This is more than an escape. It’s a bridge to home


Volo Ganca moved to Johannesburg, and felt adrift. He missed Cape Town’s beauty and access to the outdoors. And then, in the concrete city he found solace. A decades-old garden has been providing the residents of Johannesburg with respite from the daily drudge of work and traffic for years. Only an hour’s drive from the centre of the city, and over 300 hectares in size, it’s a place where one can truly escape in nature.

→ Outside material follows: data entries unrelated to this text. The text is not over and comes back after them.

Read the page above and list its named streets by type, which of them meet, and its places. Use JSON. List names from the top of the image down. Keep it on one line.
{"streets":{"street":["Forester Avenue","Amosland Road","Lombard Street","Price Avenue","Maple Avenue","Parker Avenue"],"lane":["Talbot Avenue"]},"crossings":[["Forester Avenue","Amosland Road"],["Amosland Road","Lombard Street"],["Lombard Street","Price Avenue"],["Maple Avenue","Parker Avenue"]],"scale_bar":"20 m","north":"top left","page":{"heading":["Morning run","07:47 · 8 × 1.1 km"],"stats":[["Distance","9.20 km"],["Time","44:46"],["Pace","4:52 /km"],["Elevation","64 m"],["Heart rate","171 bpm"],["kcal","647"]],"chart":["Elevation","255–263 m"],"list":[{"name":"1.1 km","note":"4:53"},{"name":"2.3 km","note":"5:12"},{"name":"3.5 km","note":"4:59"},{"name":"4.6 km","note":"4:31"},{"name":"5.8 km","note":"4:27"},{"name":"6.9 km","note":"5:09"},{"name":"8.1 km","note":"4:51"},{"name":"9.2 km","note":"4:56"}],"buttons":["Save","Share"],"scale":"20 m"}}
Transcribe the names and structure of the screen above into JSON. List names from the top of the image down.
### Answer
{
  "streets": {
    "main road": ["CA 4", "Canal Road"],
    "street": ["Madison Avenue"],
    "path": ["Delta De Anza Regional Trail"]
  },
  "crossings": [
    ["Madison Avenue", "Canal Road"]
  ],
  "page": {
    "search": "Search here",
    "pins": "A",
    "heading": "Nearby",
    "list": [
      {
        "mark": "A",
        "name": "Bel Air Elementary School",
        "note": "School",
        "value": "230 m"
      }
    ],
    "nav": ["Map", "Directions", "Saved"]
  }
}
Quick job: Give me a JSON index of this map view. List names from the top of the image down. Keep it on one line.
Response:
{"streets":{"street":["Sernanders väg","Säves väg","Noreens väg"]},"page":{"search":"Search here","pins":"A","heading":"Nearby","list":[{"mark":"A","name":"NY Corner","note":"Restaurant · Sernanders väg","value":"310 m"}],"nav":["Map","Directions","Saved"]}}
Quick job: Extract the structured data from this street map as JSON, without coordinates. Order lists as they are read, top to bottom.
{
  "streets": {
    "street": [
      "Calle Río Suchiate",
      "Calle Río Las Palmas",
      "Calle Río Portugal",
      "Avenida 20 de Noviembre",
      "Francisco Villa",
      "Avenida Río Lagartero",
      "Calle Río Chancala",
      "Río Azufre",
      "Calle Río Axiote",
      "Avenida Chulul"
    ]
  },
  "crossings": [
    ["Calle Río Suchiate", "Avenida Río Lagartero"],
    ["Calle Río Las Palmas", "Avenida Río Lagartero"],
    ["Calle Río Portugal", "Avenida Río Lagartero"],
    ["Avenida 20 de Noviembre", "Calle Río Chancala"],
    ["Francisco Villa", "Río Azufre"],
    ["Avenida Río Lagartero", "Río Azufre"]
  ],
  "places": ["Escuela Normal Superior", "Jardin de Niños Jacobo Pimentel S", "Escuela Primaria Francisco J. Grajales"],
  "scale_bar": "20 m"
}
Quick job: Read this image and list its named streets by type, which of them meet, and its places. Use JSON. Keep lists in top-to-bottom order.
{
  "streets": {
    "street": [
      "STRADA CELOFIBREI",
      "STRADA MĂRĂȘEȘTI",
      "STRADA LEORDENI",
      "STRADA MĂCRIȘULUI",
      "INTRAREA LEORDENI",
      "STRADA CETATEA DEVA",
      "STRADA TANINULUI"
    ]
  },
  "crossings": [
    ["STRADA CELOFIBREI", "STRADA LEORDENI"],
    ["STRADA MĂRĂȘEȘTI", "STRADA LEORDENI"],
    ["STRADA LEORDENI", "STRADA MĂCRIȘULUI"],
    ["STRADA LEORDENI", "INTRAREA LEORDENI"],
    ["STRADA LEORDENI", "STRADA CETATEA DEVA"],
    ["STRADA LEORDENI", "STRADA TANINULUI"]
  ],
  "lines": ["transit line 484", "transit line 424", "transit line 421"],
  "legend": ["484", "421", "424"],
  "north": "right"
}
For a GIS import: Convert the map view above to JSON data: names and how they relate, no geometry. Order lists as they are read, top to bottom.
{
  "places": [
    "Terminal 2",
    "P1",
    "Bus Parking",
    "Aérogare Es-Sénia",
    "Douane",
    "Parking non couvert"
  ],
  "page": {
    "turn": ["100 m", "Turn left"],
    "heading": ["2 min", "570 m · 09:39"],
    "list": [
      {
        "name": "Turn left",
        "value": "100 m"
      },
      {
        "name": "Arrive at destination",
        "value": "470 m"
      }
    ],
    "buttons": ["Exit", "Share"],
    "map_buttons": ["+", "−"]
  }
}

Indigenous fauna and flora flourishes in the Walter Sisulu National Botanical Garden. It’s a place that takes Ganca back to his origins. “It reminds me a lot of home,” he says. “I didn’t know that a place like this even existed in Jo’burg, and when I got here I was just absolutely floored.” Founded in 1982, the area has provided residents with a sense of serenity since the 1800s. Today, people from all walks of life mingle in the park, a mix of languages filling the air. “You really start to feel that the gardens have a life and personality of their own,” Ganca says. The Witpoortjie Waterfall is one of the area’s gems, with white water constantly rushing down the 70-metre drop. At the top of the falls live two Verreaux Eagles, an African bird of prey that has nested in the gardens for generations – the only ones known to be in the area.

Situated near the Sterkfontein Caves and the Krugersdorp Nature Reserve, the gardens offer a piece of natural history. For Ganca, he knows he can always return to the grounds whenever life gets a little too busy. “I can feel myself unwinding as I drive up to the gates,” he says. “It’s my happy place.”